Deputies in Fresno County armed with a taser cam

FRESNO, Calif.

A weapon on the hips of sheriff's deputies in Fresno County is a witness like no other.

"The taser cam on the bottom actually not only backs up what you said, but it's evidence."

The moment the safety is turned off the taser x26, every word and movement is recorded.

Sgt. Jim Stokes said, "The lens for the camera is right here in front of the device so when the officer holds it in one hand, the camera films everything that the taser is pointed at."

The black and white video gives investigators and prosecutors the play by play of a confrontation rather than an officers word against a suspects. The cameras record up to 30 minutes and work fine in dark, blackout conditions.

Deputy Tim Herzog feels the new tool is worth the additional $400.00 cost for the camera attachment ... because it holds everyone involved accountable.

Deputy Tim Herzog said, "It really kinda backs up what is going on. Usually in an event there's two sides to every story and these days people are kinda less likely to believe what they hear but definitely what they see."

Deputy Jon Pino trains deputies with the taser before they are issued the non lethal option. "Approximately 7 to 15 feet away is the optimum range and you want to give a warning, taser, taser, taser."

Every time the taser is applied, the videotaped incident is also reviewed by a sheriff's lieutenant.

Lt. Louis Hernandez said, "We look to see if there were any training issues, if our policies were followed (like I said) and if any laws were violated."

The sheriff's office has purchased and equipped 150 deputies with the camera models.

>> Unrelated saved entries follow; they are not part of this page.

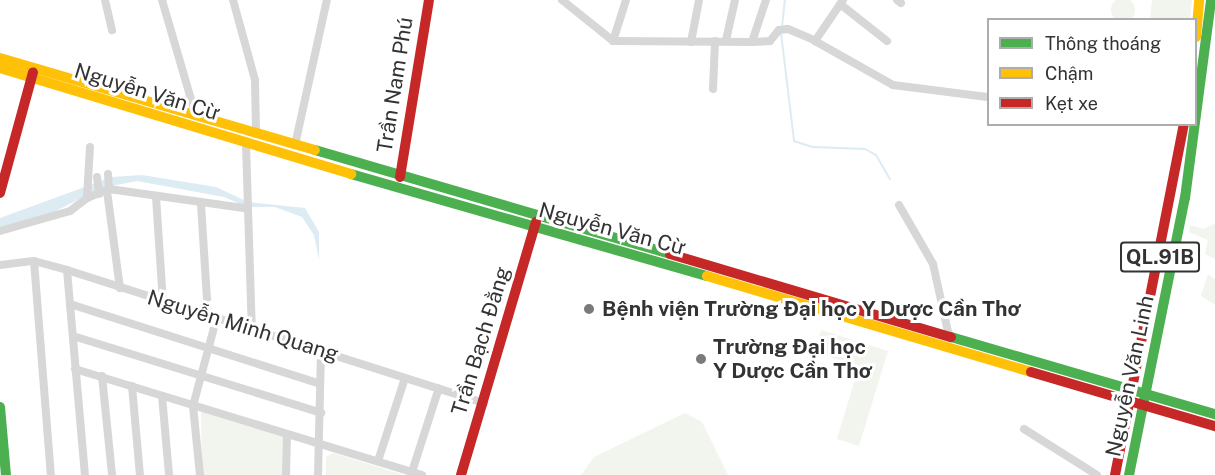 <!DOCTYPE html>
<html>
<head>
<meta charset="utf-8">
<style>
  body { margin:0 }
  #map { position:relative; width:1215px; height:475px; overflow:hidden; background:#fff; font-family:"Public Sans",sans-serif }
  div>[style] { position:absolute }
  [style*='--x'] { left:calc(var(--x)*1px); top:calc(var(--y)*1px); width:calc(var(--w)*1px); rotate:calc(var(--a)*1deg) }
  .green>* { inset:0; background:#f1f5ed }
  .round { border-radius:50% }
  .water>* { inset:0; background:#ddebf3 }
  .stream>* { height:2px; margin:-1px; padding:0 1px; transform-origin:1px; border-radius:1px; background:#ddebf3 }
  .street>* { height:8px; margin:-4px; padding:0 4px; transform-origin:4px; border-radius:4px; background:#d7d7d7 }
  .fast>* { height:10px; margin:-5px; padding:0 5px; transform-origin:5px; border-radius:5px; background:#4caf50 }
  .slow>* { height:10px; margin:-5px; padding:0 5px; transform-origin:5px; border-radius:5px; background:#ffc107 }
  .jam>* { height:10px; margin:-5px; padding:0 5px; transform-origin:5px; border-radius:5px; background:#c62828 }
  .dots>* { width:16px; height:16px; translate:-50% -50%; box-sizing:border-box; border:3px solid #fff; border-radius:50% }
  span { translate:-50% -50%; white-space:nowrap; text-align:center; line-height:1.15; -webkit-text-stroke:6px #fff; paint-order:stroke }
  .shield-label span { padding:2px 4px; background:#fff; border:2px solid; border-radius:4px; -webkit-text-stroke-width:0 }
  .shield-label { font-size:20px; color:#333; font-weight:700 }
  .street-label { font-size:21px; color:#333 }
  .poi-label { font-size:21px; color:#333; font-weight:700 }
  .left { translate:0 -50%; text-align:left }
  .legend { position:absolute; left:987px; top:18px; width:210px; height:108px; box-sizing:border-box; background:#fff; border:2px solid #adadad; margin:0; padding:8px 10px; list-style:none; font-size:18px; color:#333 }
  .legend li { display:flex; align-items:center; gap:12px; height:30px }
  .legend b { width:30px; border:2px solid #adadad }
</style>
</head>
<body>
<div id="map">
  <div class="green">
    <div class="round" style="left:1111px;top:-2px;width:24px;height:24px"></div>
    <div style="clip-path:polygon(1152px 0,1192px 0,1190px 19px,1150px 20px)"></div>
    <div style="clip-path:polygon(1215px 223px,1215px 259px,1205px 254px,1208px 240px,1189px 232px,1190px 225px,1204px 229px)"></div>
    <div style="clip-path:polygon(1208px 274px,1215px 279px,1215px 305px,1201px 296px)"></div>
    <div style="clip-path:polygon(821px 330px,888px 351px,859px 446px,837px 439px,859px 366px,814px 352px)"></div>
    <div style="clip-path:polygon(201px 409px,283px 435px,284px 475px,202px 475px)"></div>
    <div style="clip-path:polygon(685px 413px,702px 422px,728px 475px,581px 475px,594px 457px)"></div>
    <div style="clip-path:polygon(333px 453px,401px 474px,402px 475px,326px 475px,326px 457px)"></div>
  </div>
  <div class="water">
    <div style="clip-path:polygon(142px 175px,216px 187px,248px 202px,305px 208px,319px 232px,319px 260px,314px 235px,302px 217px,275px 207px,247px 207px,224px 197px,137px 181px,101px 188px,54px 212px,0 227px,0 218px,112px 177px)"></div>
  </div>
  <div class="stream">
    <div style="--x:782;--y:27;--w:27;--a:-84"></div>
    <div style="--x:781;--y:33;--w:109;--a:83.1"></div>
    <div style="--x:794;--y:141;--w:20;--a:18"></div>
    <div style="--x:813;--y:147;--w:52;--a:2.2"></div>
    <div style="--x:865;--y:149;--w:13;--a:29"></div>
    <div style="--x:876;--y:155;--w:28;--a:60"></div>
  </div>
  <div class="street">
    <div style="--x:105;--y:0;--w:31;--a:77"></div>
    <div style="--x:162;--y:0;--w:121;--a:73.7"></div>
    <div style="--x:233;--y:0;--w:83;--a:74.6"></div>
    <div style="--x:255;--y:80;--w:54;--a:88.9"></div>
    <div style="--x:562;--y:0;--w:65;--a:38.8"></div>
    <div style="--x:613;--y:41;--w:43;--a:-72.4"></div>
    <div style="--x:843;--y:0;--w:50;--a:124.3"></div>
    <div style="--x:815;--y:41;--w:90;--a:29.4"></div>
    <div style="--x:893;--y:85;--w:95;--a:7.3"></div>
    <div style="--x:897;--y:0;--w:5;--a:37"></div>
    <div style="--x:840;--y:4;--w:60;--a:38.2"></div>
    <div style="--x:726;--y:40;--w:41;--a:-77.3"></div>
    <div style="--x:613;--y:41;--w:139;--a:0.4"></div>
    <div style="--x:752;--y:42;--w:44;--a:-71.6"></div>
    <div style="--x:691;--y:42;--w:43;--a:-79.2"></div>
    <div style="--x:752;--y:42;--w:18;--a:-3"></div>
    <div style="--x:770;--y:41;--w:14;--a:-51"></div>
    <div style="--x:779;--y:30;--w:9;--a:-6"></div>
    <div style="--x:788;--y:29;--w:28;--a:23"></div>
    <div style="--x:713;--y:89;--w:48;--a:-87.6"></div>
    <div style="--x:246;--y:144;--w:187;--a:88.2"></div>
    <div style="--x:295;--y:145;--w:148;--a:-77.6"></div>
    <div style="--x:90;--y:147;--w:51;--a:93.4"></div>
    <div style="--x:87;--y:198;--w:24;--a:-22"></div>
    <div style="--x:109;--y:189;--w:136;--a:8"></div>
    <div style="--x:108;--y:174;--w:15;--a:86"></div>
    <div style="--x:97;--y:177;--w:17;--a:83"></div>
    <div style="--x:107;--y:191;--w:98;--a:82.4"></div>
    <div style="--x:156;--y:197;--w:105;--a:86.2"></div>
    <div style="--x:201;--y:204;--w:112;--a:86.4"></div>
    <div style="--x:899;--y:205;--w:68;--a:60"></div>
    <div style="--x:933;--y:264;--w:74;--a:77.5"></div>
    <div style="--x:0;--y:231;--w:73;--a:-15.9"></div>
    <div style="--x:70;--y:211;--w:21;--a:-37"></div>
    <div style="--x:34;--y:261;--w:215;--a:85.5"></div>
    <div style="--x:0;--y:265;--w:34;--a:-7"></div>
    <div style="--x:34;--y:261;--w:34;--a:15"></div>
    <div style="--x:67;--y:270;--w:438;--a:17.7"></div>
    <div style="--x:67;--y:270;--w:206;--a:85"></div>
    <div style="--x:70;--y:304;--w:262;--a:17.7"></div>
    <div style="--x:73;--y:336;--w:260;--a:17.2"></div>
    <div style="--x:75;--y:369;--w:363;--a:17"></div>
    <div style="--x:102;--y:376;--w:100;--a:84.2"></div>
    <div style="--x:132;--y:386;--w:89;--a:84.9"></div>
    <div style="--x:162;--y:396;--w:79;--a:84.9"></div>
    <div style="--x:1024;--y:429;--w:86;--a:32.2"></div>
    <div style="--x:378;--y:461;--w:87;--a:-72"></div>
    <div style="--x:200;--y:475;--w:69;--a:-95.8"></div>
    <div style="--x:193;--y:406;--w:89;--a:-75"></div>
    <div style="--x:286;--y:475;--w:40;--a:-88.6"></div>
    <div style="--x:318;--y:475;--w:124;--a:-88.6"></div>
    <div style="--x:411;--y:475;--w:91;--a:-72.2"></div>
  </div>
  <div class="fast">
    <div style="--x:315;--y:150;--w:370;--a:16.3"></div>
    <div style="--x:351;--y:174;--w:370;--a:16"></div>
    <div style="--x:951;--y:337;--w:275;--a:16.3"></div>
    <div style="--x:0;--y:407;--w:68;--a:85"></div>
    <div style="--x:1129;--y:475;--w:283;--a:-78.6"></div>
    <div style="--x:1185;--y:198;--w:200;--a:-82.5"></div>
  </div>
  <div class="slow">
    <div style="--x:1196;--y:37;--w:37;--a:-85"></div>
    <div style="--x:0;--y:58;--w:328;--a:16.3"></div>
    <div style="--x:0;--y:68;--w:367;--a:16.8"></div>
    <div style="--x:707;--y:276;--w:338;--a:16.5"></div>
  </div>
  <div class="jam">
    <div style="--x:400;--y:177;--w:179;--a:-80.7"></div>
    <div style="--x:0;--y:193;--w:125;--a:-74.7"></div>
    <div style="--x:670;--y:254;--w:293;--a:16.5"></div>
    <div style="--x:1031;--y:372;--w:192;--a:16.4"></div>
    <div style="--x:461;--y:475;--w:264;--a:-73.5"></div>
    <div style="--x:1115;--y:475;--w:358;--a:-78.9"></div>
  </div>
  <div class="dots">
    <div style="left:589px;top:309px;background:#7a7a7a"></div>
    <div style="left:701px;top:359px;background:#7a7a7a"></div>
  </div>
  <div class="shield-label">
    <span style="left:1160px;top:257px">QL.91B</span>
  </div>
  <div class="street-label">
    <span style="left:395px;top:85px;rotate:-81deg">Trần Nam Phú</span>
    <span style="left:147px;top:92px;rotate:17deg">Nguyễn Văn Cừ</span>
    <span style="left:612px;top:229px;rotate:15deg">Nguyễn Văn Cừ</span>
    <span style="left:243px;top:326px;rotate:17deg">Nguyễn Minh Quang</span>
    <span style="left:481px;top:341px;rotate:-73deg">Trần Bạch Đằng</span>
    <span style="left:1130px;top:376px;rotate:-78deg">Nguyễn Văn Linh</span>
  </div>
  <div class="poi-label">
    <span class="left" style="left:602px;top:309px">Bệnh viện Trường Đại học Y Dược Cần Thơ</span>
    <span class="left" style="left:713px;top:359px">Trường Đại học<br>Y Dược Cần Thơ</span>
  </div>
  <ul class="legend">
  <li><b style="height:8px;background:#4caf50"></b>Thông thoáng</li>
  <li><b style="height:8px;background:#ffc107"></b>Chậm</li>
  <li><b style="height:8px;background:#c62828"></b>Kẹt xe</li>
  </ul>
</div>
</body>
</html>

In a day and age when cell phone cameras are often used to record police incidents, many agencies welcome an option that offers a non biased version of how an event unfolded.

Using deadly force versus non lethal is a call many deputies must make at a moment's notice.

Deputies have noticed suspects are far more compliant even when they just introduce the threat of a taser. Often times, officers never even need to pull the trigger.

"I think it's kind of a stigma that they understand that once this thing is applied it is a painful experience," said Deputy Tim Herzog. "It's not going to kill you but it will definitely take the fight out of somebody and usually with just the threat or the presence of a taser will diffuse the situation with most violent people."

When deployed, the x26 tasers release two darts with wires that attach to the suspect's body. The taser delivers up to 50-thousand volts of electricity.

The enhanced feature provides equal protection to everyone involved and the most credible factor, the camera never lies.